Exercise inputs »
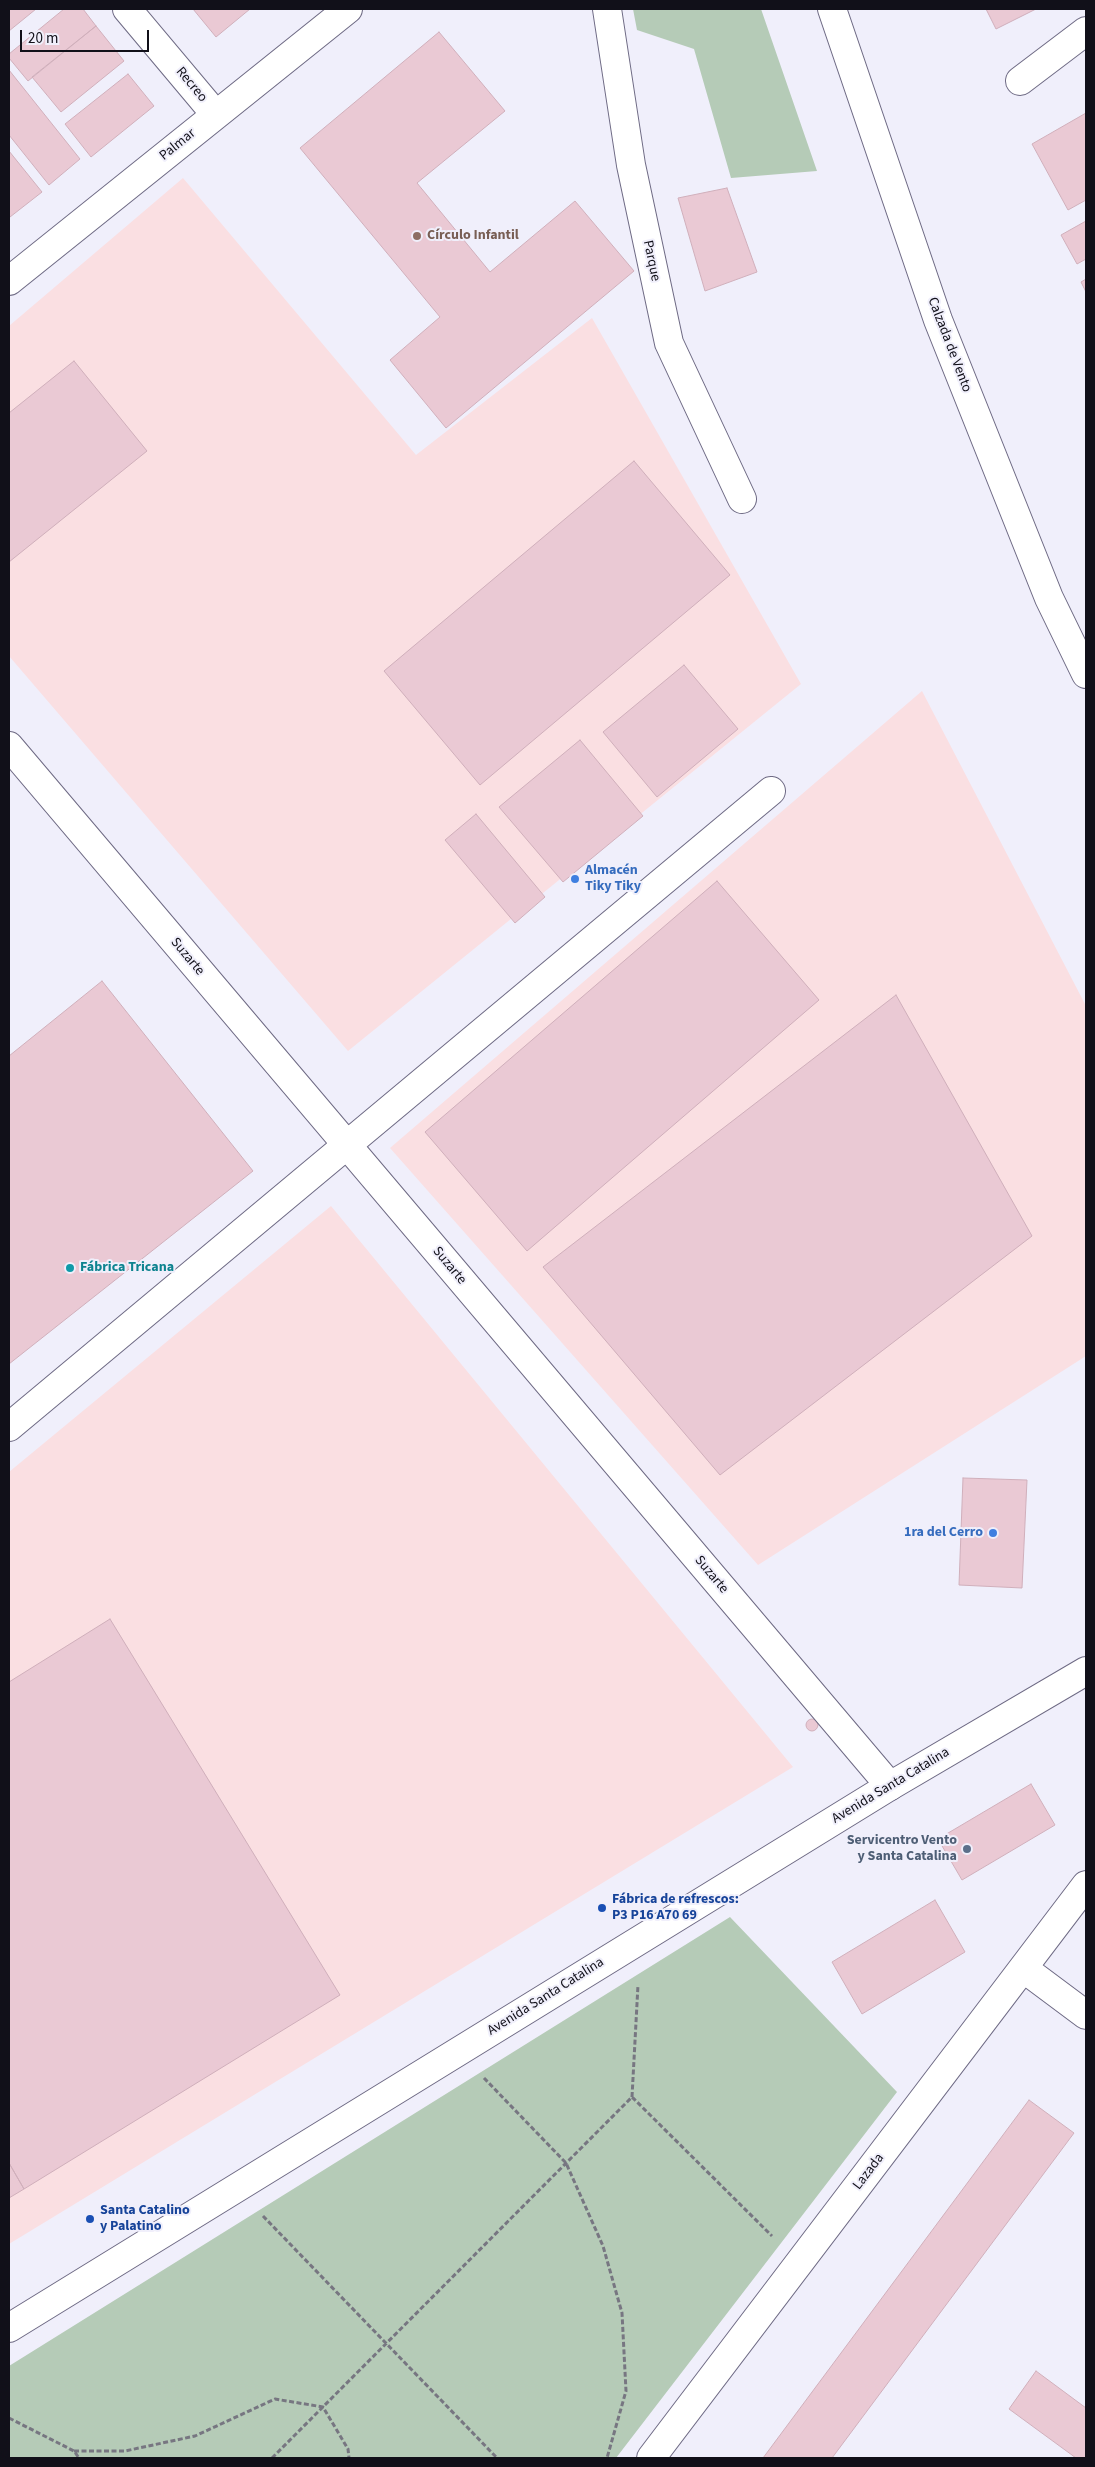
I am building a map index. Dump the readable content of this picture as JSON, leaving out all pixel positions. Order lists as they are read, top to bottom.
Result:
{
  "streets": {
    "street": [
      "Recreo",
      "Palmar",
      "Parque",
      "Calzada de Vento",
      "Suzarte",
      "Avenida Santa Catalina",
      "Lazada"
    ]
  },
  "crossings": [
    ["Recreo", "Palmar"],
    ["Suzarte", "Avenida Santa Catalina"]
  ],
  "places": [
    "Círculo Infantil",
    "Almacén Tiky Tiky",
    "Fábrica Tricana",
    "1ra del Cerro",
    "Servicentro Vento y Santa Catalina",
    "Fábrica de refrescos: P3 P16 A70 69",
    "Santa Catalino y Palatino"
  ],
  "scale_bar": "20 m"
}
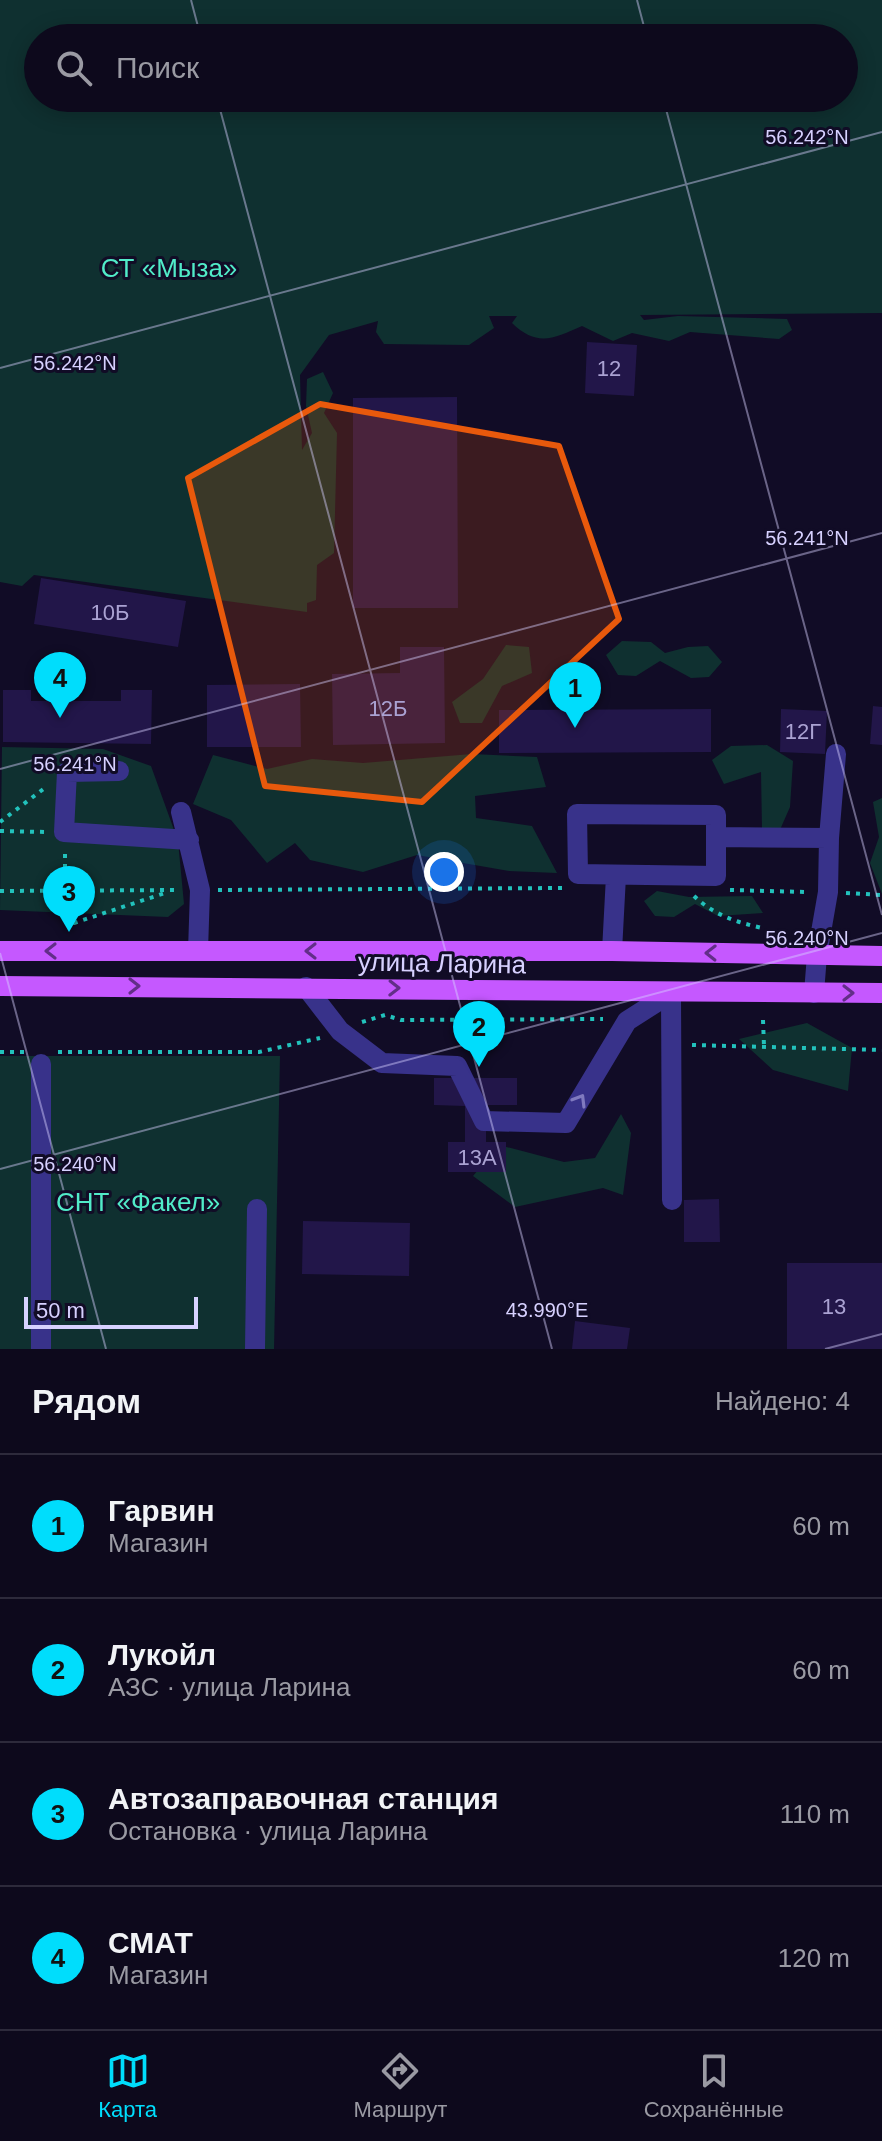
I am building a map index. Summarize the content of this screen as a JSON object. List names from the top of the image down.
{
  "streets": {
    "main road": ["улица Ларина"]
  },
  "parks": ["СТ «Мыза»", "СНТ «Факел»"],
  "house_numbers": [
    "12",
    "10Б",
    "12Б",
    "12Г",
    "13А",
    "13"
  ],
  "scale_bar": "50 m",
  "page": {
    "search": "Поиск",
    "pins": [
      "4",
      "1",
      "3",
      "2"
    ],
    "scale": "50 m",
    "heading": ["Рядом", "Найдено: 4"],
    "list": [
      {
        "mark": "1",
        "name": "Гарвин",
        "note": "Магазин",
        "value": "60 m"
      },
      {
        "mark": "2",
        "name": "Лукойл",
        "note": "АЗС · улица Ларина",
        "value": "60 m"
      },
      {
        "mark": "3",
        "name": "Автозаправочная станция",
        "note": "Остановка · улица Ларина",
        "value": "110 m"
      },
      {
        "mark": "4",
        "name": "СМАТ",
        "note": "Магазин",
        "value": "120 m"
      }
    ],
    "nav": ["Карта", "Маршрут", "Сохранённые"]
  },
  "coordinates": [
    "56.242°N",
    "56.241°N",
    "56.240°N",
    "43.990°E"
  ]
}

Problem requirements »
Could the lines above be copied out exactly, with no image carried over?

Answer box »
I am building a map index. Dump the readable content of this picture as JSON, leaving out all pixel positions. Order lists as they are read, top to bottom.
Result:
{
  "streets": {
    "street": [
      "Recreo",
      "Palmar",
      "Parque",
      "Calzada de Vento",
      "Suzarte",
      "Avenida Santa Catalina",
      "Lazada"
    ]
  },
  "crossings": [
    ["Recreo", "Palmar"],
    ["Suzarte", "Avenida Santa Catalina"]
  ],
  "places": [
    "Círculo Infantil",
    "Almacén Tiky Tiky",
    "Fábrica Tricana",
    "1ra del Cerro",
    "Servicentro Vento y Santa Catalina",
    "Fábrica de refrescos: P3 P16 A70 69",
    "Santa Catalino y Palatino"
  ],
  "scale_bar": "20 m"
}
I am building a map index. Summarize the content of this screen as a JSON object. List names from the top of the image down.
{
  "streets": {
    "main road": ["улица Ларина"]
  },
  "parks": ["СТ «Мыза»", "СНТ «Факел»"],
  "house_numbers": [
    "12",
    "10Б",
    "12Б",
    "12Г",
    "13А",
    "13"
  ],
  "scale_bar": "50 m",
  "page": {
    "search": "Поиск",
    "pins": [
      "4",
      "1",
      "3",
      "2"
    ],
    "scale": "50 m",
    "heading": ["Рядом", "Найдено: 4"],
    "list": [
      {
        "mark": "1",
        "name": "Гарвин",
        "note": "Магазин",
        "value": "60 m"
      },
      {
        "mark": "2",
        "name": "Лукойл",
        "note": "АЗС · улица Ларина",
        "value": "60 m"
      },
      {
        "mark": "3",
        "name": "Автозаправочная станция",
        "note": "Остановка · улица Ларина",
        "value": "110 m"
      },
      {
        "mark": "4",
        "name": "СМАТ",
        "note": "Магазин",
        "value": "120 m"
      }
    ],
    "nav": ["Карта", "Маршрут", "Сохранённые"]
  },
  "coordinates": [
    "56.242°N",
    "56.241°N",
    "56.240°N",
    "43.990°E"
  ]
}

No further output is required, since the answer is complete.